Cells were permeablized with 0.1% Triton for 2 min, fixed for 10 min in 4% paraformaldehyde in PBS, and stored in 70% ethanol before assay. Slides were equilibrated in terminal transferase (Roche) and incubated for 60 min with TdT (200 U/ml) and biotin-16-dUTP (10 μM; Roche). Following two washes with 4× SSC, TUNEL-positive cells were detected with avidin–Texas Red (1:100; Jackson).

In vitro DNMTase, HDACs, and caspase-3 activity: inhibition of DNMT activity is not sufficient for induction of caspase-3 activity

The measurement of DNMTase enzyme activity, using poly (dI–dC) and poly (dG–dC) duplex as substrates, in cancer cell lines (PC3, TSUPr1, and DUPro) and tissues (post-operated tissues obtained from UCSF and VA Medical Center, San Francisco) showed the increased activity in cancer, and it is clear that in prostate cancer expression of DNMT is very high as compared to BPH-1 cell line and BPH tissues. Enzyme activity of HDAC in prostate cancer is also higher than normal or BPH (Patra et al. 2001, 2003). There was no expression of caspase-3 activity in prostate cancer cell lines. Treatment of cells with 10, 20, 35, 50, 75, 100, 250, and 500 nM 5-azadC respectively supplemented in culture medium abolished the in vitro DNMT activity around 75 nM and significantly decreased HDAC activity in BPH-1, DuPro, and other cancer cell lines. Although in the TSUPr1 cells the DNMT enzyme activity was blocked at 50/75 nM of 5-azadC, the significant caspase-3 activity was traced around 250 nM (see Table 1 for details).

Effect of drugs (5-azadC, DEVD-CHO, and MG-132) on cell growth

The hypomethylating agent 5-azadC is known to block DNMTs activity by forming covalent adducts with the daughter strand in replicating cells/organisms (Patra and Bettuzzi 2009). We found that in culture medium supplemented with 5-azadC at concentrations of 10, 20, 35, 50, 75, and 100 nM, the cells grow well. A gradual decrease in growth rate (i.e., increase in cell doubling time) was observed in all cases beyond 75 nM. All prostate cancer cell lines showed a significantly similar pattern of decrease in enzyme activity and growth rate, except PC3 cell line. The cancer cell line PC3 was found to be highly prone to death at low, 35-nM concentrations of 5-azadC compared to other cancer cell lines (for example, TSUPr1 and DuPro) that needed the drug concentration at 350 to 500 nM range (about 100 times higher) for growth arrest and very high concentrations (1.0–5.0 μM) of drug to undergo death. We found that the use of 50-nM concentration of 5-azadC in the culture medium of growing cells (thus incorporated into the genomic DNA) completely inactivated the enzyme DNMT activity to methylate either of the substrates poly(dI–dC) and poly(dG–dC) in vitro, but the cells grew well. At higher dose around 250 nM, cells were growth arrested and changes in morphology were observed. The morphology of the cells (Fig. 1a, b and inset) around 250 nM to 5 μM indicates that this change is due to apoptosis induced by the drug. At lower dose (below 50 nM) of MG-132 (proteasome inhibitor) and DEVD-CHO (caspase-3 inhibitor), no effective cell growth retardation or arrest and no change in morphology have been observed.

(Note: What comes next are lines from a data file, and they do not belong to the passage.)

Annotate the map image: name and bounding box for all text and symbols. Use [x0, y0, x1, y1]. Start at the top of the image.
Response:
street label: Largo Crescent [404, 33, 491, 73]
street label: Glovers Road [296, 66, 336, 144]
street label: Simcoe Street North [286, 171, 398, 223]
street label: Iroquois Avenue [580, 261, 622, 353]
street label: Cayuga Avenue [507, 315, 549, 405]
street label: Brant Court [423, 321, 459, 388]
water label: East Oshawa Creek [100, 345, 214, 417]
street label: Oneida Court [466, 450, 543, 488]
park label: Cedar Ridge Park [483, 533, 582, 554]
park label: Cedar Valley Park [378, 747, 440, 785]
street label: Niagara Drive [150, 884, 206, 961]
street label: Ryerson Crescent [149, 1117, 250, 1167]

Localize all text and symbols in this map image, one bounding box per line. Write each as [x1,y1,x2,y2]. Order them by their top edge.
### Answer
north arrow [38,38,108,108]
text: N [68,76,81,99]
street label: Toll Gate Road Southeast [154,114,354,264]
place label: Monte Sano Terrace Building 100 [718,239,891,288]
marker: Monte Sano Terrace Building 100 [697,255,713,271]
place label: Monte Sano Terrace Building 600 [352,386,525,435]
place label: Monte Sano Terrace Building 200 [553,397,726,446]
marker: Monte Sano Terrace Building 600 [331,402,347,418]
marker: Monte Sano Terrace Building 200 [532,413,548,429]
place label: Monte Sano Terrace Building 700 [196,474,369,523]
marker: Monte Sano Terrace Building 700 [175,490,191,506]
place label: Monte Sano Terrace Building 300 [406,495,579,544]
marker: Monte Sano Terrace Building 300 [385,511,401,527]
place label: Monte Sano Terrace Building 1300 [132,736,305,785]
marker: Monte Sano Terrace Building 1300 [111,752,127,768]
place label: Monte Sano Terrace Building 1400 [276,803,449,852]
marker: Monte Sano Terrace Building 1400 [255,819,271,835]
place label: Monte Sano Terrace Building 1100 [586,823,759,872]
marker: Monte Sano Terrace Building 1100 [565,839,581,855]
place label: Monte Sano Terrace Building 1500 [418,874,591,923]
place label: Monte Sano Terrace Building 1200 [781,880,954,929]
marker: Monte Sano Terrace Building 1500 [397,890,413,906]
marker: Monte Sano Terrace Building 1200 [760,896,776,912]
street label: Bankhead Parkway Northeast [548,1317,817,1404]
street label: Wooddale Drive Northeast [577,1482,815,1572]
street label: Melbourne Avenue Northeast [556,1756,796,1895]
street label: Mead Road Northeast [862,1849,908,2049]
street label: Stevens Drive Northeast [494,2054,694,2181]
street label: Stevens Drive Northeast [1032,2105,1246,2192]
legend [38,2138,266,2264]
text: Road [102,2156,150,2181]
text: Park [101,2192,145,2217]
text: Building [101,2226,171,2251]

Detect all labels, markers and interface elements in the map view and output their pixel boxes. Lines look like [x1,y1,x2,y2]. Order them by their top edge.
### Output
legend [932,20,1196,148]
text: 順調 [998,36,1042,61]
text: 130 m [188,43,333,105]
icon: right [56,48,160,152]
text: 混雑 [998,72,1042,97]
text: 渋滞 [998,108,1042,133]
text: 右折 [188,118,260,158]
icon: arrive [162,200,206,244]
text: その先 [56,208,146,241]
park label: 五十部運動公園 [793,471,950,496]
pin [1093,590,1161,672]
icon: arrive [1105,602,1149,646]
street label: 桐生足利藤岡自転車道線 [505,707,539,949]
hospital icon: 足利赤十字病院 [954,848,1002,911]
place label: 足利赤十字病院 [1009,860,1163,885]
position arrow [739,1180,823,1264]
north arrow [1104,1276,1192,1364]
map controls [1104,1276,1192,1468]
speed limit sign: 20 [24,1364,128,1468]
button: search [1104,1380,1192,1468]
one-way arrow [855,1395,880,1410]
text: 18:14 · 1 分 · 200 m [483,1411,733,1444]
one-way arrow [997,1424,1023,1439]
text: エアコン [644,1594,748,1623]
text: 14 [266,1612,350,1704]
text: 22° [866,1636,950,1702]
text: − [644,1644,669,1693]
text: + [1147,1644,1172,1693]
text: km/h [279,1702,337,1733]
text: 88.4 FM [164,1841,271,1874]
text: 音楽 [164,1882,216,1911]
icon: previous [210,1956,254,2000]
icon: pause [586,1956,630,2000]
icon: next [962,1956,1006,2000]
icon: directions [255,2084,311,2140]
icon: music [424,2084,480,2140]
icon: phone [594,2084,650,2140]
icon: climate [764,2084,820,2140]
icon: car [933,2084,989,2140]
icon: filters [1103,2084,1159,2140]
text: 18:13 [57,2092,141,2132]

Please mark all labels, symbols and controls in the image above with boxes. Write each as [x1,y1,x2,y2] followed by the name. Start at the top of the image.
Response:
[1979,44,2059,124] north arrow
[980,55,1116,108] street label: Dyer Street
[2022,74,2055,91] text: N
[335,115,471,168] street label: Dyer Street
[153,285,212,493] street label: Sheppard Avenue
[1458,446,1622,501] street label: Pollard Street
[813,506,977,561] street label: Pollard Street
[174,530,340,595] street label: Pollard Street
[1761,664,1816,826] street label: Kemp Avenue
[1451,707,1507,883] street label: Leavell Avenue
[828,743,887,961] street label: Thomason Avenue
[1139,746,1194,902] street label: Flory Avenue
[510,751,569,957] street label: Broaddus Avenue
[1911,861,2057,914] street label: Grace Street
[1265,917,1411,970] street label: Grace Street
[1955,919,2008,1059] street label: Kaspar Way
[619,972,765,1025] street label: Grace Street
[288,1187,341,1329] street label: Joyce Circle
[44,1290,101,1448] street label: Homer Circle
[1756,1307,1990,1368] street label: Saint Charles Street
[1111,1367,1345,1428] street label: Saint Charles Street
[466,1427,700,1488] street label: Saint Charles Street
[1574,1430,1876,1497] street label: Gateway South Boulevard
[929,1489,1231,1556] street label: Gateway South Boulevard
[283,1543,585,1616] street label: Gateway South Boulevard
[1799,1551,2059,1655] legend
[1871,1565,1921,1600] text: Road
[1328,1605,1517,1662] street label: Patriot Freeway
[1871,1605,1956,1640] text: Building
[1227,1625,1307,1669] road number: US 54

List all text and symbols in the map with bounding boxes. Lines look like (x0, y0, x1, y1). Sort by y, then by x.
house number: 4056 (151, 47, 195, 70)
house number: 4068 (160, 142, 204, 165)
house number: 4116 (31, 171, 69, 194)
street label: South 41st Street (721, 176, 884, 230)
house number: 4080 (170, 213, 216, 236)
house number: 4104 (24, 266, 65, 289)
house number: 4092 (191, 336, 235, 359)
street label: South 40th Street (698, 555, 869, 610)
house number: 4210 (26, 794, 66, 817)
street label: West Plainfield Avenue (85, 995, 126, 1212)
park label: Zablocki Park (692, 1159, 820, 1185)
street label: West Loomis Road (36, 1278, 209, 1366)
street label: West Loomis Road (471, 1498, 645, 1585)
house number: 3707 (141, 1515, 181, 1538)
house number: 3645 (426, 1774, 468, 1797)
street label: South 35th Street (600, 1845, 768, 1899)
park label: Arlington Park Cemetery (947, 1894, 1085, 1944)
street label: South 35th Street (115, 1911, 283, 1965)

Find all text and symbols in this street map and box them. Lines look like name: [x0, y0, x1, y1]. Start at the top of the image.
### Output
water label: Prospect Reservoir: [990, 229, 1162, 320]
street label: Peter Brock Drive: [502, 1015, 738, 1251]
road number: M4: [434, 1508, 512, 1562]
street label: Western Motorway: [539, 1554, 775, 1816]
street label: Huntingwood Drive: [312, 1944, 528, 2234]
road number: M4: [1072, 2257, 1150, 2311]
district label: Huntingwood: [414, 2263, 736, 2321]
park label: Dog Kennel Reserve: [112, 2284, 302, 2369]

Hematoxylin and eosin (H&E) staining of TSUPr1 cells showing apoptotic damage to the drug treated cells (a without 5-azadC; b with 5.0 μM 5-azadC) and immunocytochemistry of TSUPr1 cells directed against caspase-3 antibodies. Sub-confluent cells were fixed by 10% formalin and were permeabilized by 0.1% triton X-100 in PBS. The endogenous peroxidase activity was blocked by incubation in 5% H₂O₂ in methanol for 20 min. The cells were pre-blocked using Ultra V block (Lab Vision) for 10 min and incubated overnight at 4°C with goat polyclonal antibody against caspase-3. No expression of caspase-3, control (c); expression of caspase-3 in 0.5 μM 5-azadC-treated cells (d)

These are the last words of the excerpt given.